Dietmar Kühbauer (Admira-Trainer): "Solche Matches habe ich als Spieler sehr selten erlebt. Und wenn du nach so einem Spiel als Sieger vom Feld gehst, dann fällt dir schon ein Fels runter. Nach dem 1:3 war ich ratlos, doch die Jungs haben schon wie die ganze Saison bewiesen, dass sie das Herz am rechten Fleck haben. Ich bin extrem stolz auf die Garnitur.

Ich hoffe, dass wir jetzt in der letzten Runde gegen die Vienna so wie heute in der letzten Viertelstunde auftreten. Wir müssen auch dort noch einmal voll konzentriert auftreten."

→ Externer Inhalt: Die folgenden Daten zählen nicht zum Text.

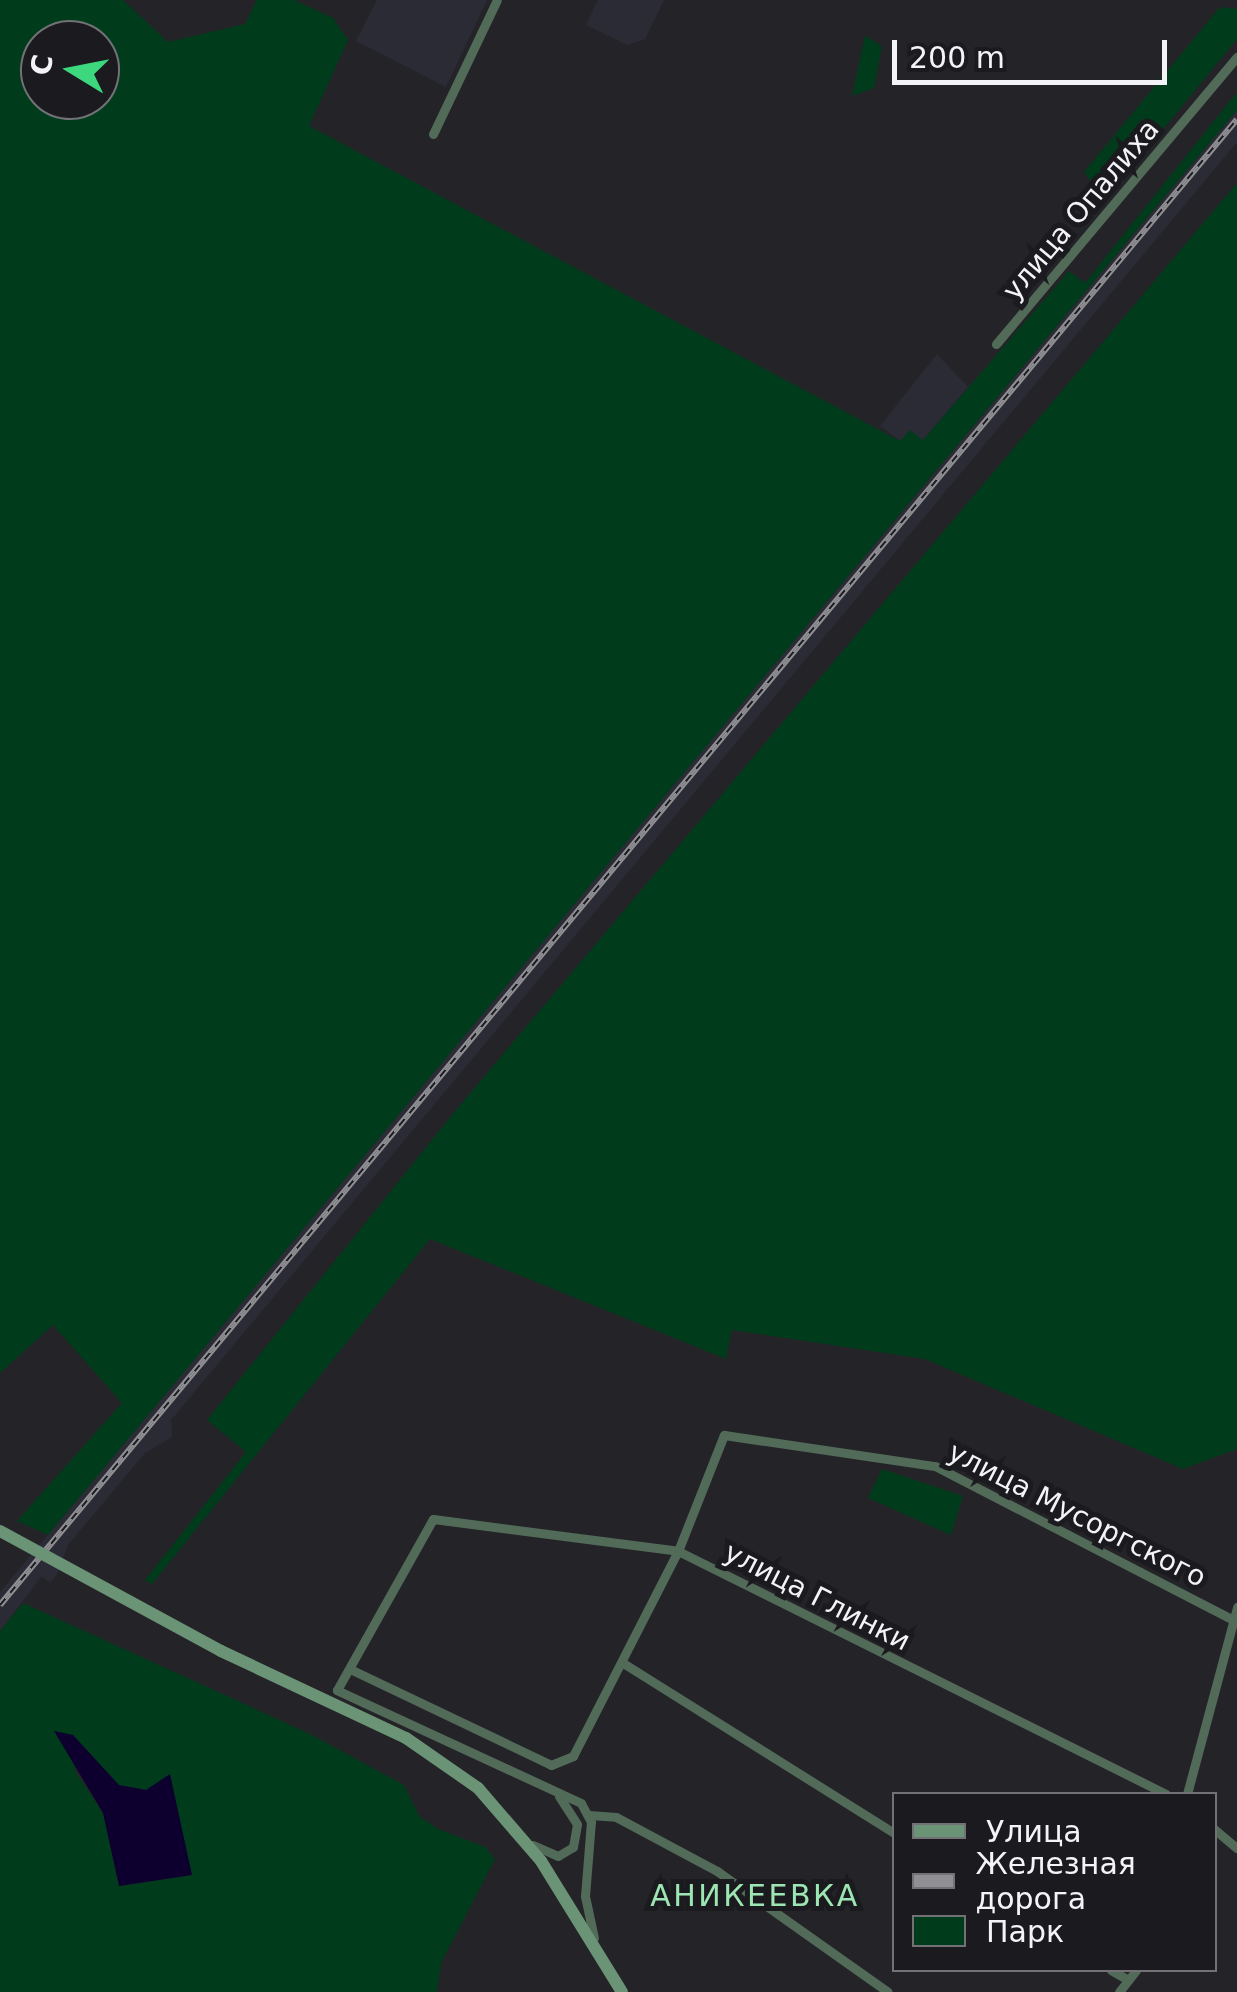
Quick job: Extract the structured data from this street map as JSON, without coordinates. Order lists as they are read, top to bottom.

Richard Trenkwalder (Admira-Präsident): "Das war mehr als ein Kriminalfilm heute. Das war warm und kalt hintereinander, ein geiles Fußballspiel, mit dem wir hoffentlich 1.000 Zuschauer für die Zukunft dazugewonnen haben. Wenn die Mannschaft noch einmal das bringt, was sie heute phasenweise gebracht hat, dann werden wir den noch fehlenden Punkt für den Aufstieg sicher holen."

Hans-Peter Berger (Admira-Tormann): "Ich hatte schon vorher viele Falten im Gesicht, die sind heute noch mehr geworden. Aber egal, Hauptsache wir haben die drei Punkte. Das war ärger als jeder Krimi. Wir wollen jetzt auch bei der Vienna siegen, denn wir sind ja nicht in Italien, wo man auf Unentschieden spielt."

Daniel Toth (Admira-Torschütze zum 2:3): "So eine Partie habe ich noch nie erlebt, für die Zuschauer war das sicher das Schönste. Mir fehlen einfach die Worte, unbeschreiblich diese Aufholjagd. Nach dem 1:3 sind wir unglaublich stark zurückgekommen, der Sieg war mehr als verdient."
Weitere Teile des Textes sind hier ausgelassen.